-- Opening Marker --

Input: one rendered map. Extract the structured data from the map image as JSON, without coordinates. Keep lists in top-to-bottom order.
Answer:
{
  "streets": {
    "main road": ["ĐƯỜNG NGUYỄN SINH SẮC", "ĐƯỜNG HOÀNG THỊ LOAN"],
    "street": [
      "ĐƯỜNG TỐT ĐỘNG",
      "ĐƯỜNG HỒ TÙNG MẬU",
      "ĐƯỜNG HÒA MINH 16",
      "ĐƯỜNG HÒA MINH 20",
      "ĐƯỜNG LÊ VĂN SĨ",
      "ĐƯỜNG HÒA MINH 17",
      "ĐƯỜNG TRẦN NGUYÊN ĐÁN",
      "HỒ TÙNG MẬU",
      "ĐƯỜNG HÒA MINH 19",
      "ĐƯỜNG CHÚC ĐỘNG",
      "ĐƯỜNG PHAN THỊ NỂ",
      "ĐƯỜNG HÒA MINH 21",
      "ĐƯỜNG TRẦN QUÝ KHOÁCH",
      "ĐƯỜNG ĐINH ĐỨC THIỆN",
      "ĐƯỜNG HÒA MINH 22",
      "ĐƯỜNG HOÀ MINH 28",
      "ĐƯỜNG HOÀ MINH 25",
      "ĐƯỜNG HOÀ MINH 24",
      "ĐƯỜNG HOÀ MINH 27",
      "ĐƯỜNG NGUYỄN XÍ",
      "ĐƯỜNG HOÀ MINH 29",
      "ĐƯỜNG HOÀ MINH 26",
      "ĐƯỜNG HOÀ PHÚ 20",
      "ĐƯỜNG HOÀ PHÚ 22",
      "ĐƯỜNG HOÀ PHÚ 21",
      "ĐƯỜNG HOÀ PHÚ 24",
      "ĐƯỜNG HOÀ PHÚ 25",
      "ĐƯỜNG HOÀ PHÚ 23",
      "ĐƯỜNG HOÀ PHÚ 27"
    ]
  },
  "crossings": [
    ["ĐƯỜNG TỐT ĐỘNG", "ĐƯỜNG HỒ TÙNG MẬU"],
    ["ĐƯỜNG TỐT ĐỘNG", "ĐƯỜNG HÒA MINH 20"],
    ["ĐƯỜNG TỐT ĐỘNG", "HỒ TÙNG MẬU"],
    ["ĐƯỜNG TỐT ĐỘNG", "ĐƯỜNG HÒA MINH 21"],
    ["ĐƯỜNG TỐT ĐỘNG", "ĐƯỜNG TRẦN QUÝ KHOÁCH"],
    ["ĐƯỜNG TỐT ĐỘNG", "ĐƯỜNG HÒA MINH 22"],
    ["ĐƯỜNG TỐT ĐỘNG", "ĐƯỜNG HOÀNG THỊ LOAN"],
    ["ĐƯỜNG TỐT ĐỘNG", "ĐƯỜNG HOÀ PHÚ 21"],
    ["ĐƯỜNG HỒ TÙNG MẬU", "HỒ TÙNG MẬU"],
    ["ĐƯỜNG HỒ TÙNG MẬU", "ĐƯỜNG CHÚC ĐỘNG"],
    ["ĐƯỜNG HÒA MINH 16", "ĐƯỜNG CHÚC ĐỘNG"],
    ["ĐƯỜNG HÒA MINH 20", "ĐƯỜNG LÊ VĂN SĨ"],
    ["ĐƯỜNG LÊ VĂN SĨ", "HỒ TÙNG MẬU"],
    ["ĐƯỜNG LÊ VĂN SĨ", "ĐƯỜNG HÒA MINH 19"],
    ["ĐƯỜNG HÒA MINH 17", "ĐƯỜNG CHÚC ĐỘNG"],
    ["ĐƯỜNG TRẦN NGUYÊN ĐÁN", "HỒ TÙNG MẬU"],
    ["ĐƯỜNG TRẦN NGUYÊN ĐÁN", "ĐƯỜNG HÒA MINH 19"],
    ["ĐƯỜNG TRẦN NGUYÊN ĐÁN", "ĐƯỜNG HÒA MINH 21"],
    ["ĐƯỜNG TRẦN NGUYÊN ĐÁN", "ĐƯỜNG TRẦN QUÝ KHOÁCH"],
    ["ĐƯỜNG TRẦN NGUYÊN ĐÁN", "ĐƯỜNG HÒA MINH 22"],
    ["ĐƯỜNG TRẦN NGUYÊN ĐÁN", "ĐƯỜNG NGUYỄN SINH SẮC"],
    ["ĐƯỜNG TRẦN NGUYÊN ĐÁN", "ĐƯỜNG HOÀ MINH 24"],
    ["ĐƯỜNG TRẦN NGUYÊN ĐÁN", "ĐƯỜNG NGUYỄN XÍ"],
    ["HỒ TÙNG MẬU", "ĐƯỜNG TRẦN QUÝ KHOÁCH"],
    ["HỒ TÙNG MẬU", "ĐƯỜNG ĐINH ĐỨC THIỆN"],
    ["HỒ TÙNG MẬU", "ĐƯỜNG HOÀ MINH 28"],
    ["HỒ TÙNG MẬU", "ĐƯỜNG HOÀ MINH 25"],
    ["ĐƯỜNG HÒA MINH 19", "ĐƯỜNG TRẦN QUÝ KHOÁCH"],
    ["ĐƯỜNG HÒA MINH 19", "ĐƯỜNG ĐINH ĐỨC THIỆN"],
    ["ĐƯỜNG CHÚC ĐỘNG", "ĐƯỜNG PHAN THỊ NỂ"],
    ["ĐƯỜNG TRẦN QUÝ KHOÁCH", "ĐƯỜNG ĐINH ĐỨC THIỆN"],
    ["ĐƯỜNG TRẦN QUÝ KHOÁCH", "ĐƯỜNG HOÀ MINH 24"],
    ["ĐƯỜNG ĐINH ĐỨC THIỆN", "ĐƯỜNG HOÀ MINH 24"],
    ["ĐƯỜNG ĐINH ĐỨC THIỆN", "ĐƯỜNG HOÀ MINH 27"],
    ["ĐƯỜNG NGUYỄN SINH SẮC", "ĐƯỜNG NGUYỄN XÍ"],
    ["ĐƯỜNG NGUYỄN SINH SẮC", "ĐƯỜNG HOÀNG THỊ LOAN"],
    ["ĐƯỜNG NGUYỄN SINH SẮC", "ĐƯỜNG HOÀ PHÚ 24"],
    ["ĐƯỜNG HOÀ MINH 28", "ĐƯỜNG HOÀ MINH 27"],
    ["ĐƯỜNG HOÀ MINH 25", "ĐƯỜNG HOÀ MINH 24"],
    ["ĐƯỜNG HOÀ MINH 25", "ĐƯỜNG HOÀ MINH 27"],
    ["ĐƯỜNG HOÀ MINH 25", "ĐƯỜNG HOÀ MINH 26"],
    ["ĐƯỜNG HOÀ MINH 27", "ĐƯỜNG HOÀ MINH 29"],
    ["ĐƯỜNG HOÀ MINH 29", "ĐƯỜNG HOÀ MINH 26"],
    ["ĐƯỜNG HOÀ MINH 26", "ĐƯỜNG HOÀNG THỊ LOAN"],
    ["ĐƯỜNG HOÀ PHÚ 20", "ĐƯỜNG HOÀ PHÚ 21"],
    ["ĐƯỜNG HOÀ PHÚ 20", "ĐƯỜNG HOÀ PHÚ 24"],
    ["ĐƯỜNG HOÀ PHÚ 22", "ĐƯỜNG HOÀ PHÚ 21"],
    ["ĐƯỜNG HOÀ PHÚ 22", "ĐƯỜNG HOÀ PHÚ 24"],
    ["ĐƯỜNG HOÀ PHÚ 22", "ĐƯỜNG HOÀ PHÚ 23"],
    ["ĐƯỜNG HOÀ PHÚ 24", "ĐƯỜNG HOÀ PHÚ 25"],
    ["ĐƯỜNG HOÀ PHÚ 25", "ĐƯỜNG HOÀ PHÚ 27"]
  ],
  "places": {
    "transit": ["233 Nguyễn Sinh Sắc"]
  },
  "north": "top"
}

-- Closing Marker --

> [WHAT NEEDS TO BE DONE]:
Nothing but a number should be given: the count of lines in the entries that contain the word "NGUYÊN".

> [EXERCISE OUTPUT]:
9